Positive cases are to be expected, Carey and Jha said, but the University is taking proactive measures to mitigate infection spread. “We do feel that positivity rates that we’re seeing, even though it’s still relatively early days, are low, and that — combined with the testing return time and other factors as well — really gave the confidence to move ahead,” Carey said.
Students returning to campus must sign a commitment form listing the University’s expectations for student behavior. If students violated these commitments, which are meant to prevent infection spreading activities, there could be more expedited and in some instances “more severe consequences than in a non-pandemic world,” Carey said.

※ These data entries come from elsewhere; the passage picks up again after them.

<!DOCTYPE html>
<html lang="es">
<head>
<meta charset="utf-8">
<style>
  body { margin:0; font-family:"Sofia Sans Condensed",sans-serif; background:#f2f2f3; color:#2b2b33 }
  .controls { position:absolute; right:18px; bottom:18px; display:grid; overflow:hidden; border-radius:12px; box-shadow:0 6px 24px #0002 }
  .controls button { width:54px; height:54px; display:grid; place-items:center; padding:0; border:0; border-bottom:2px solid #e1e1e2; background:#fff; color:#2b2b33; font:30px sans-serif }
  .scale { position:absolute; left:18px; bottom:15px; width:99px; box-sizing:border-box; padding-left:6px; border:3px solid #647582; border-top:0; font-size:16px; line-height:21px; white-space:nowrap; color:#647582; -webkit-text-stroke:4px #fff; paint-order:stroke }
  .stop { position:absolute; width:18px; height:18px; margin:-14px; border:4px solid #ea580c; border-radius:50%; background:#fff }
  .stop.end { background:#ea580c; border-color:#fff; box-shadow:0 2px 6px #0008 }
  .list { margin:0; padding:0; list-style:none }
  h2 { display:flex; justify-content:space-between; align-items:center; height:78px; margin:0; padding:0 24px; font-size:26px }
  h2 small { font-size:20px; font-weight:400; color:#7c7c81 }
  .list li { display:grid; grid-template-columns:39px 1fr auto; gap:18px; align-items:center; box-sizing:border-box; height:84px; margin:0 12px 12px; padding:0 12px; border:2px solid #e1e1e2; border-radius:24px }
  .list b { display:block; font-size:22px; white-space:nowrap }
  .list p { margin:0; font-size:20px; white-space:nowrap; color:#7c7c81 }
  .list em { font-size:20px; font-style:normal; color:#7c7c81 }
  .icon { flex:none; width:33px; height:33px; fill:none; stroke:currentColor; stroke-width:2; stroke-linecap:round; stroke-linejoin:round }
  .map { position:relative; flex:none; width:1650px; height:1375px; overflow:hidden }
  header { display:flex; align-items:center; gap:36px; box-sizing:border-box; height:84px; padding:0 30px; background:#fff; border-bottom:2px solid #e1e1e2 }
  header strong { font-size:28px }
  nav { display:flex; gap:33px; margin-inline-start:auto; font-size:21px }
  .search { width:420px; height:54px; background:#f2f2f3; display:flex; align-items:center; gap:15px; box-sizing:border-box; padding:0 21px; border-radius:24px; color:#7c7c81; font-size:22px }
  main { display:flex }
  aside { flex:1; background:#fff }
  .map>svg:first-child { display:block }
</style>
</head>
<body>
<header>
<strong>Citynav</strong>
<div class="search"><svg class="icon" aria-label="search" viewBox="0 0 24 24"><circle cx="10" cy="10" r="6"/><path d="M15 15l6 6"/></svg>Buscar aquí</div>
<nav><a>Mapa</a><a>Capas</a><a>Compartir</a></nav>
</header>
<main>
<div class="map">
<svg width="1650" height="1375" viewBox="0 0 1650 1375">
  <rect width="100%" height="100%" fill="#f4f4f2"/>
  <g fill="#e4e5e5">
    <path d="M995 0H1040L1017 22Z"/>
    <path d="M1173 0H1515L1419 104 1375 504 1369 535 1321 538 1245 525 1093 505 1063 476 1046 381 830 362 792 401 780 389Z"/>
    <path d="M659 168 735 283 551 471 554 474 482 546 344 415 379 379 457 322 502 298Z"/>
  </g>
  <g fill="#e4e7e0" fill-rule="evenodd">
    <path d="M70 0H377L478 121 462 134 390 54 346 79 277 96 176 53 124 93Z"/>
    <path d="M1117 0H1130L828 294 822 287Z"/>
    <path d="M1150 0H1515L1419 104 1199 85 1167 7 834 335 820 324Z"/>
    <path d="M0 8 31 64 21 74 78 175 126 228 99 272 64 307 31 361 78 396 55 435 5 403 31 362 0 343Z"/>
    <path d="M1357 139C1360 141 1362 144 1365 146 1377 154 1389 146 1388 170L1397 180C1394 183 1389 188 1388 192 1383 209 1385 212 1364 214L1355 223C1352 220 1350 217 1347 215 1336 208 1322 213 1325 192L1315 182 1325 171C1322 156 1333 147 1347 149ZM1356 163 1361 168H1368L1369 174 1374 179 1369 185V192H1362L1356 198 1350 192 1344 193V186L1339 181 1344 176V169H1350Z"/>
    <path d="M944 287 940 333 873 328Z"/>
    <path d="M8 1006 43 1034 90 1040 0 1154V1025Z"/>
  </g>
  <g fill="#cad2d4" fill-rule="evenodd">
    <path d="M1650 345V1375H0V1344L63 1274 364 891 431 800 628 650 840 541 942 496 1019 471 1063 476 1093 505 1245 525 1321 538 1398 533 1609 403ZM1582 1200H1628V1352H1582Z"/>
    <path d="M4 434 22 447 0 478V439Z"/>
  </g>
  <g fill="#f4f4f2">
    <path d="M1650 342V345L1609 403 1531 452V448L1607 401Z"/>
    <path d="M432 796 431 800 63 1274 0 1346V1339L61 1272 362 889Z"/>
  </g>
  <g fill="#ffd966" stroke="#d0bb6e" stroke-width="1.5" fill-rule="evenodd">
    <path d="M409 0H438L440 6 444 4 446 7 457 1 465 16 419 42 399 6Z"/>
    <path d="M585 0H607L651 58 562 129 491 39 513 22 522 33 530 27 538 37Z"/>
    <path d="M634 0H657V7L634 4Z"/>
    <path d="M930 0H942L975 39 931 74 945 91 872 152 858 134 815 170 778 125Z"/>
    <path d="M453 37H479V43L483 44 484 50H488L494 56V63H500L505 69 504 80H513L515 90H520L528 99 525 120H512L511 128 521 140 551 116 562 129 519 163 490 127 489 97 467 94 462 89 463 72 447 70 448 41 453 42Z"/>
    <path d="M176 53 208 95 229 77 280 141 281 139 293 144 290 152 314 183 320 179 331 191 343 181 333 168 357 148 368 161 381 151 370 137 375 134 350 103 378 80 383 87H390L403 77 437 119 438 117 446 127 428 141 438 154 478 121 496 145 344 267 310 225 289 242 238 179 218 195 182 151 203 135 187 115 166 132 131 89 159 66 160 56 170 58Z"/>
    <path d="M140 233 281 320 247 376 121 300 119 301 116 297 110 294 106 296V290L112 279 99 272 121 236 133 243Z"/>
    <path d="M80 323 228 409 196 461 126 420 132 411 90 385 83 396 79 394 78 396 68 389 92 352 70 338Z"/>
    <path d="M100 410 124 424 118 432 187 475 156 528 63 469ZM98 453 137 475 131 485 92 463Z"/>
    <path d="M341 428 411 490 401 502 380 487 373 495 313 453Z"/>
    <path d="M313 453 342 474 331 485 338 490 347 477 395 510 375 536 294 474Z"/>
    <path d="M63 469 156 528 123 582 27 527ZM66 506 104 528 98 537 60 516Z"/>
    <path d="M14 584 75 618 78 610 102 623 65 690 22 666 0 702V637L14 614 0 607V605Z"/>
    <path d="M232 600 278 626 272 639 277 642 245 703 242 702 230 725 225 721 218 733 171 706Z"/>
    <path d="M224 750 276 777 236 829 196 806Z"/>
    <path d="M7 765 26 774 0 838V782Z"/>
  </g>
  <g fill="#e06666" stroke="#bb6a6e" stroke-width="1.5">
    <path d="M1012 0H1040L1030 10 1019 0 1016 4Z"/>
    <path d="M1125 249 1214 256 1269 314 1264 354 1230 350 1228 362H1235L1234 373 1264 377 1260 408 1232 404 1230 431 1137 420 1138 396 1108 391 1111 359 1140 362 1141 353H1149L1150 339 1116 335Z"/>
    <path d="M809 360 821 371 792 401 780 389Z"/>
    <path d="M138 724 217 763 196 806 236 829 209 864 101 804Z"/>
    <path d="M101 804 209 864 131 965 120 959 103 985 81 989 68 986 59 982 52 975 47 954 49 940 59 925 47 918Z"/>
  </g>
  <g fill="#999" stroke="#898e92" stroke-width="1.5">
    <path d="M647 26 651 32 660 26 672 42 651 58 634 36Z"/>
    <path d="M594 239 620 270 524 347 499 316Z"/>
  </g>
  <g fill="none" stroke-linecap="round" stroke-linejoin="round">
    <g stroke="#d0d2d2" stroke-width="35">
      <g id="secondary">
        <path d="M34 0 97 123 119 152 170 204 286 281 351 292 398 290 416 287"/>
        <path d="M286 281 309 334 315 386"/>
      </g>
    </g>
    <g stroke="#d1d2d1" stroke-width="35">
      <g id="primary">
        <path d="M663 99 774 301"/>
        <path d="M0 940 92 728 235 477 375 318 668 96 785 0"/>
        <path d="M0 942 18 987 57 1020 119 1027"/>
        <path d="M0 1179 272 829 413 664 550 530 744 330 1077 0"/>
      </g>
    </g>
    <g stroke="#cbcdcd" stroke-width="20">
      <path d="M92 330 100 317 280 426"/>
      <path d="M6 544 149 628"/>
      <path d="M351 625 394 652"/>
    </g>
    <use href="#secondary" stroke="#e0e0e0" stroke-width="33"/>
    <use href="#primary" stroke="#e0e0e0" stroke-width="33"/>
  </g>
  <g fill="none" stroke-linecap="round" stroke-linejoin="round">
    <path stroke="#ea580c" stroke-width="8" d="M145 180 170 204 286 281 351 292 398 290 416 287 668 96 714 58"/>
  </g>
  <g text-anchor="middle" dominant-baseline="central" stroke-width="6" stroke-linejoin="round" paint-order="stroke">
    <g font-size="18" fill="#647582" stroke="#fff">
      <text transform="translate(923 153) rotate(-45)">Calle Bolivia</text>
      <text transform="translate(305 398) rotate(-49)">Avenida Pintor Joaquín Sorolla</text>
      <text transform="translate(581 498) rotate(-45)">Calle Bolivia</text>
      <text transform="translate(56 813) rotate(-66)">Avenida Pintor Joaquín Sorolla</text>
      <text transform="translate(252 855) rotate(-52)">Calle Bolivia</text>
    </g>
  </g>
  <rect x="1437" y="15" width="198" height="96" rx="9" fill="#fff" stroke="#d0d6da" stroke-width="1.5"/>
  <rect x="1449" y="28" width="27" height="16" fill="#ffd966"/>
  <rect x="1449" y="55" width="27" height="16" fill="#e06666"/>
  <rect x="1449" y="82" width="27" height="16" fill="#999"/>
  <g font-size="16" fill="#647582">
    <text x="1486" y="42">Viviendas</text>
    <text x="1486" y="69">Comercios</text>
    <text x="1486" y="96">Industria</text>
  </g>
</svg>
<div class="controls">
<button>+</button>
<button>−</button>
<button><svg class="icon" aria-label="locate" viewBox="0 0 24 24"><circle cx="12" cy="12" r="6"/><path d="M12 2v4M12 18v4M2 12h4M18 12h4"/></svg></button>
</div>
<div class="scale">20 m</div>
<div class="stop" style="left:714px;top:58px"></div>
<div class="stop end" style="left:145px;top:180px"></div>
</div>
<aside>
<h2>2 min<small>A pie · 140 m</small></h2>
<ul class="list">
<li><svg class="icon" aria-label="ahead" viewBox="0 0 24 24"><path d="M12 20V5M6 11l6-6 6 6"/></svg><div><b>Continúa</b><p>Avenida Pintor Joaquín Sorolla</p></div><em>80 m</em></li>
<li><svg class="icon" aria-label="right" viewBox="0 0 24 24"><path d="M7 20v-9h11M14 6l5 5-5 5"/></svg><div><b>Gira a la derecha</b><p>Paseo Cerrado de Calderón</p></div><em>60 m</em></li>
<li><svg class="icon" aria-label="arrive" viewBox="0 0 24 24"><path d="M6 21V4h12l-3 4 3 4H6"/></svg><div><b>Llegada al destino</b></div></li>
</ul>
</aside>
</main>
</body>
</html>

Instances where disciplinary action is needed are likely, but the University is “not approaching this from a punitive point of view,” he added. Rather, the University hopes “to promote good and healthy behaviors on campus,” Carey said, by emphasizing “information sharing so that everyone can be safer.”
Jha also noted that there is an argument to be made that Brown’s resources and safety policies will allow for a safer environment on campus than many students would find at home. “I can promise you that most students who are on campus, if they were at home, would not be getting tested twice a week,” he said.
While some members of the public health and Brown communities are nervous about the prospect of schools returning to in-person operations, Jha is “really comfortable” justifying Brown’s decision to his colleagues. “Everything I have been saying over the last five months of what colleges and universities need to do … Brown is doing those things,” he said.